Deloney Newkirk Galleries Blog

Entries from January 2008

Jeff Cochran Interview

January 5, 2008 · 1 Comment

We’ve had a great response to our recent video of artist Lance Green and people have asked that we profile additional artists. So we’ve decided to begin a series of written interviews.

First up is Jeff Cochran, an artist who is also an organic farmer, former tatoo artist, filmmaker and dinner guest of Jane Goodall (among many other things). Here are some selected questions from an interview with Jeff, that was conducted by and reprinted here with permission from Leslie Barton:

Q. Where did you grow up?
A. I grew up in a small town in Indiana and I won a scholarship to go to college for art and I earned a bachelors degree in Fine Art, Commercial Art, and Art History.

Q. What was your first professional art experience?
A. When I was in college I got a job as an illustrator for the Fort Wayne Journal Gazette and that was alright but it was a little too structured for me. Then, I got a chance to give a guy a tattoo and I figured out rather quickly that it was not my “thing”. I’m just not that “tough”. But the money was great and I did tattoos for a little while but then I started selling painting and I liked that a lot. Painting is the best. I love it. I feel very lucky that I found something that I love to do at such an early age.

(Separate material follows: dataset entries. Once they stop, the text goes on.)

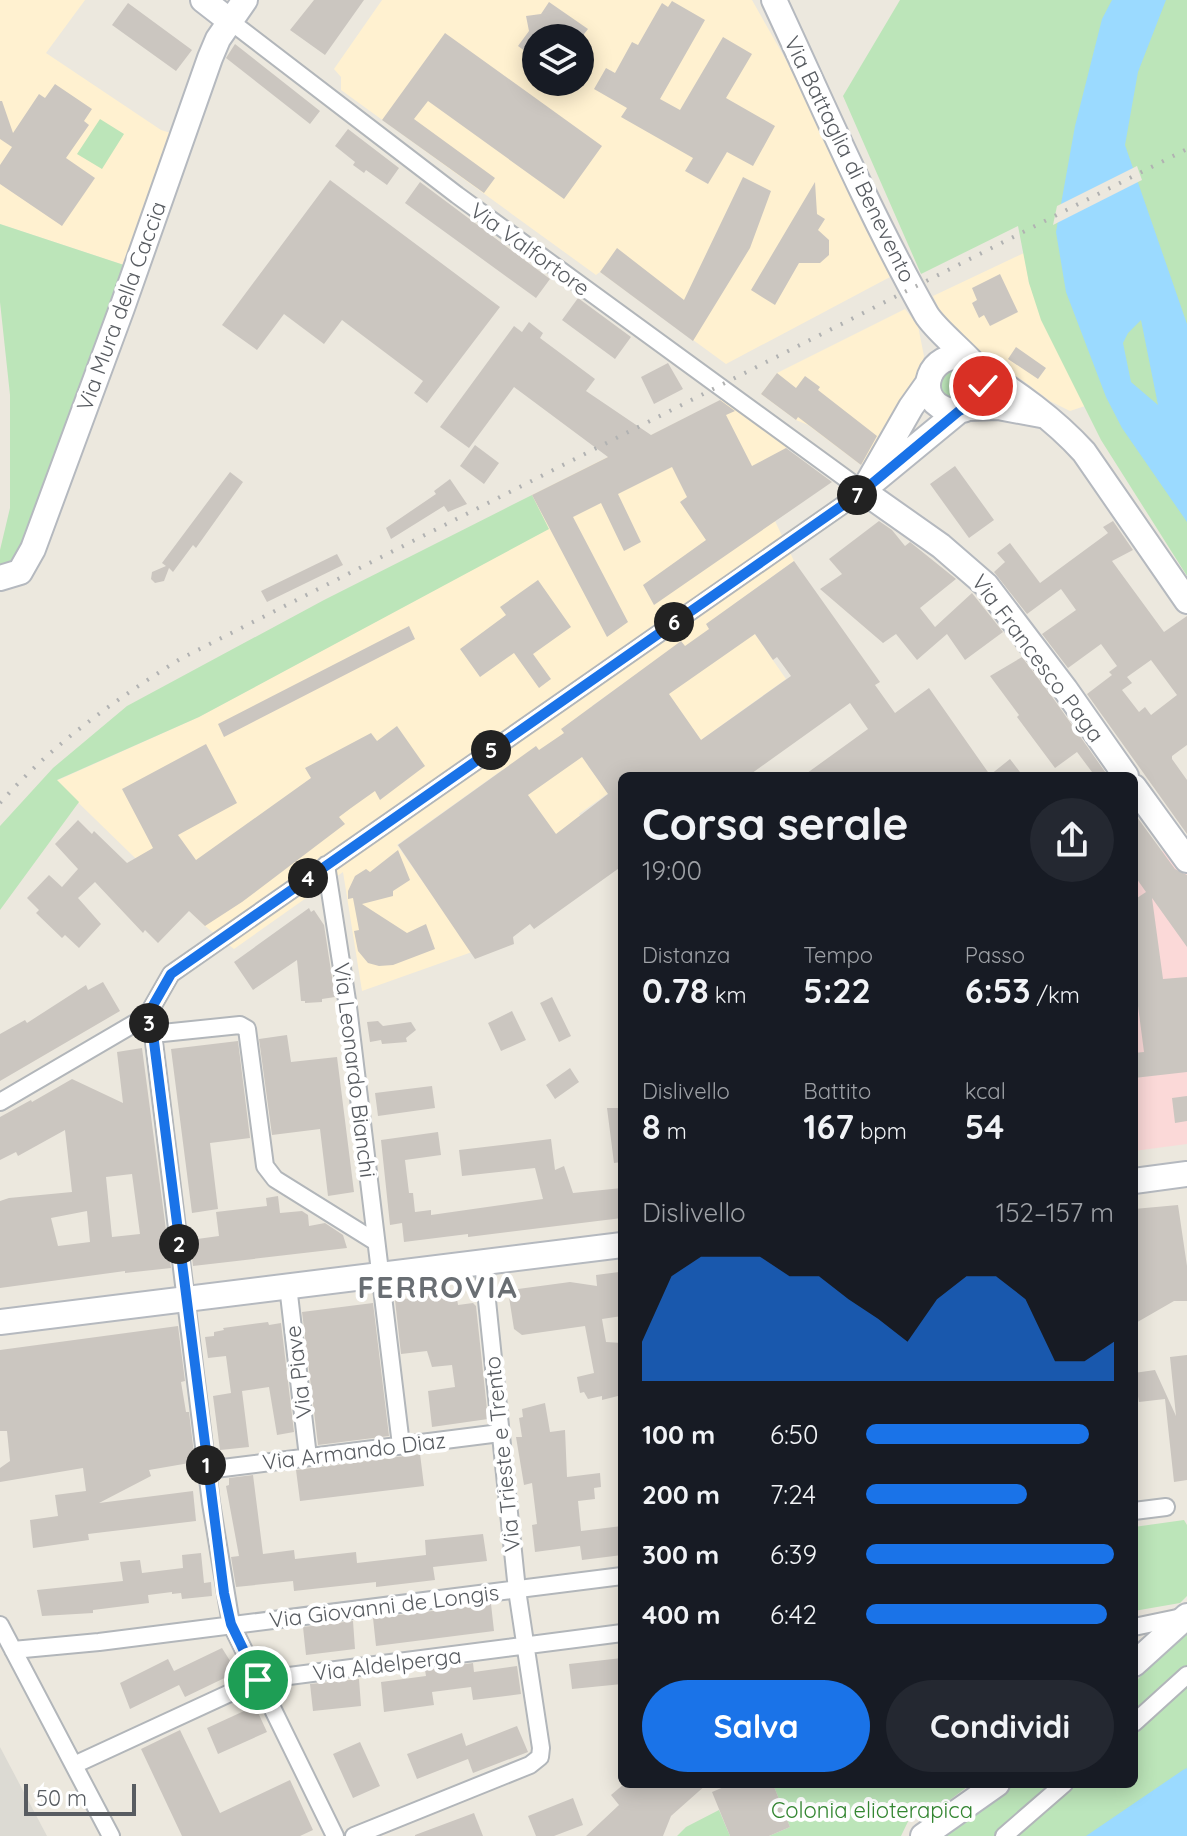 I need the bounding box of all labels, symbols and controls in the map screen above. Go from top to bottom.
map controls [522,24,594,96]
button: layers [522,24,594,96]
street label: Via Battaglia di Benevento [778,31,922,287]
street label: Via Valfortore [465,196,595,302]
street label: Via Mura della Caccia [70,198,172,414]
pin [949,352,1017,420]
icon: check [961,364,1005,408]
pin: 7 [837,475,877,515]
text: 7 [851,481,863,509]
street label: Via Francesco Paga [966,568,1110,748]
pin: 6 [654,602,694,642]
text: 6 [668,608,680,636]
pin: 5 [471,730,511,770]
text: 5 [485,736,497,764]
text: Corsa serale [642,796,908,851]
button: share [1030,798,1114,882]
text: 19:00 [642,854,702,887]
pin: 4 [288,858,328,898]
text: 4 [302,864,314,892]
text: Distanza [642,941,730,969]
text: Tempo [803,941,873,969]
text: Passo [965,941,1025,969]
street label: Via Leonardo Bianchi [328,961,382,1179]
text: 0.78 [642,969,709,1012]
text: 5:22 [803,969,871,1012]
text: 6:53 [965,969,1031,1012]
text: km [709,981,746,1009]
text: /km [1031,981,1080,1009]
pin: 3 [129,1003,169,1043]
text: 3 [143,1009,155,1037]
text: Dislivello [642,1077,730,1105]
text: Battito [803,1077,871,1105]
text: kcal [965,1077,1006,1105]
text: 8 [642,1105,661,1148]
text: 167 [803,1105,854,1148]
text: 54 [965,1105,1004,1148]
text: m [661,1117,687,1145]
text: bpm [854,1117,907,1145]
text: Dislivello [642,1196,746,1229]
text: 152–157 m [996,1196,1114,1229]
pin: 2 [159,1224,199,1264]
text: 2 [173,1230,185,1258]
district label: FERROVIA [357,1268,519,1306]
street label: Via Piave [278,1324,318,1420]
street label: Via Trieste e Trento [478,1355,526,1553]
text: 100 m [642,1418,715,1451]
text: 6:50 [770,1418,819,1451]
street label: Via Armando Diaz [261,1426,447,1476]
pin: 1 [186,1445,226,1485]
text: 1 [202,1451,210,1479]
text: 200 m [642,1478,720,1511]
text: 7:24 [770,1478,816,1511]
text: 300 m [642,1538,719,1571]
text: 6:39 [770,1538,817,1571]
street label: Via Giovanni de Longis [268,1578,500,1634]
text: 400 m [642,1598,720,1631]
text: 6:42 [770,1598,817,1631]
street label: Via Aldelperga [311,1641,463,1687]
pin [224,1646,292,1714]
icon: arrive [236,1658,280,1702]
button: Salva [642,1680,870,1772]
button: Condividi [886,1680,1114,1772]
scale bar [24,1780,136,1816]
text: 50 m [36,1784,87,1812]
park label: Colonia elioterapica [771,1796,973,1824]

Q. How old were you when you sold your first painting?
A. I would guess twenty or twenty one or so.

Q. When did you start making a living off of your art work?
A. Well, I always had jobs that were art-related but my last job “punching a time-clock” was teaching art at a community college and it was really weird because two-thirds of the students were older than me and I was about twenty-six.

Q. Where do you live and what is your studio like?
A. I am very lucky, the art business has been good to me. I am fortunate enough to have a beautiful house and studio in Taos, New Mexico that I spend the summer at and then I have a funky little tin-roof cabin in Costa Rica that is fairly close to the ocean and I spend the winter there.

Q. What is your studio like?
A. My main studio is in Taos and it is a cool little cabin-like structure that I built myself and it is built entirely out of old, recycled wood that I salvaged from old homes that were being torn down. So, it looks like it is a hundred years old but it is quite new. The roof is fogged glass so it has a real soft natural light. I love it. I think they call it “rustic charm”.

Q. People in the art world mostly connect you with your large paintings of chimpanzees. Why Chimpanzees?
A. I started painting them in college and right away I could see that
people liked them and connected with them and I enjoyed painting them and it is a self-portrait of some sort. It’s a fun mental game too because it’s like the chimps are human without being human and I think that makes it easier for the viewer to put him or herself in the painting when it is a chimp than if it were a portrait of just some non-descript human.

Q. Because of the chimps you got to have dinner with Jane Goodall too.
A. Yeah! That was awesome. I was told that the Jane Goodall Institute has a fund raiser every year where they auction off all sorts of stuff so I sent them a big four foot chimp painting - uninvited! The next thing I know I get a phone call from Jane’s personal assistant and she said that Jane loved the painting and wanted to know if I would mind if they did not sell it because Jane Goodall wanted to hang it in her office! I told her that was fine with me and I sent them a second painting to auction and then a month or so later I got invited to have dinner with Jane at her seventieth birthday party. It was great! The best vegetarian food ever!

Q. You are also doing rather well with landscape paintings.
A. Yes, I have always painted landscapes and I paint horses
too. I’ve painted a little bit of everything. I just like to paint. It’s
the most fun thing for me to do.

Q. I understand that you also enjoy farming.
A. Yeah, I’ve graduated from gardener to farmer this past year. I am a nature-lover, tree-hugger, organic… whatever you want to call it. I have an acre of land with my house in Taos and I have always had gardens and last year I got a camper trailer and a yurt, which is kinda like a big tent, and I let young people who wanted to learn vegetable gardening live in them in trade for work on “the farm”. And then we sold vegetables at the farmers market and it was a great time. People told me I was crazy to invite strangers to live in my yard but, it worked out really well and it was a lot of fun. Some of the neighbors thought I was starting a cult with all the young hippies but, I assured them we were just growing lettuce and carrots and tomatoes and all sorts of good stuff. We learned a lot last year and I am looking forward to doing it again next year.

Q. What did you learn?
A. Well, I learned that farming is an art and that what I was really doing is a giant land sculpture. The different colors of plants and soil and mulch contrasted with furrows and beds is like three dimensional painting! I’m a real perfectionist too so all my rows are very straight and clean and I have a great view of Taos Mountain too so all of it combined is a gorgeous picture. I also learned that it is a lot easier to eat a vegetarian diet when you have 800 pounds of tomatoes and 600 pounds of garlic and a hundred pounds of spinach and on and on and on.

Q. My final question is not related to art. What is your favorite thing to have for breakfast?
A. Well, I have thirty-some chickens so I would have to say - eggs!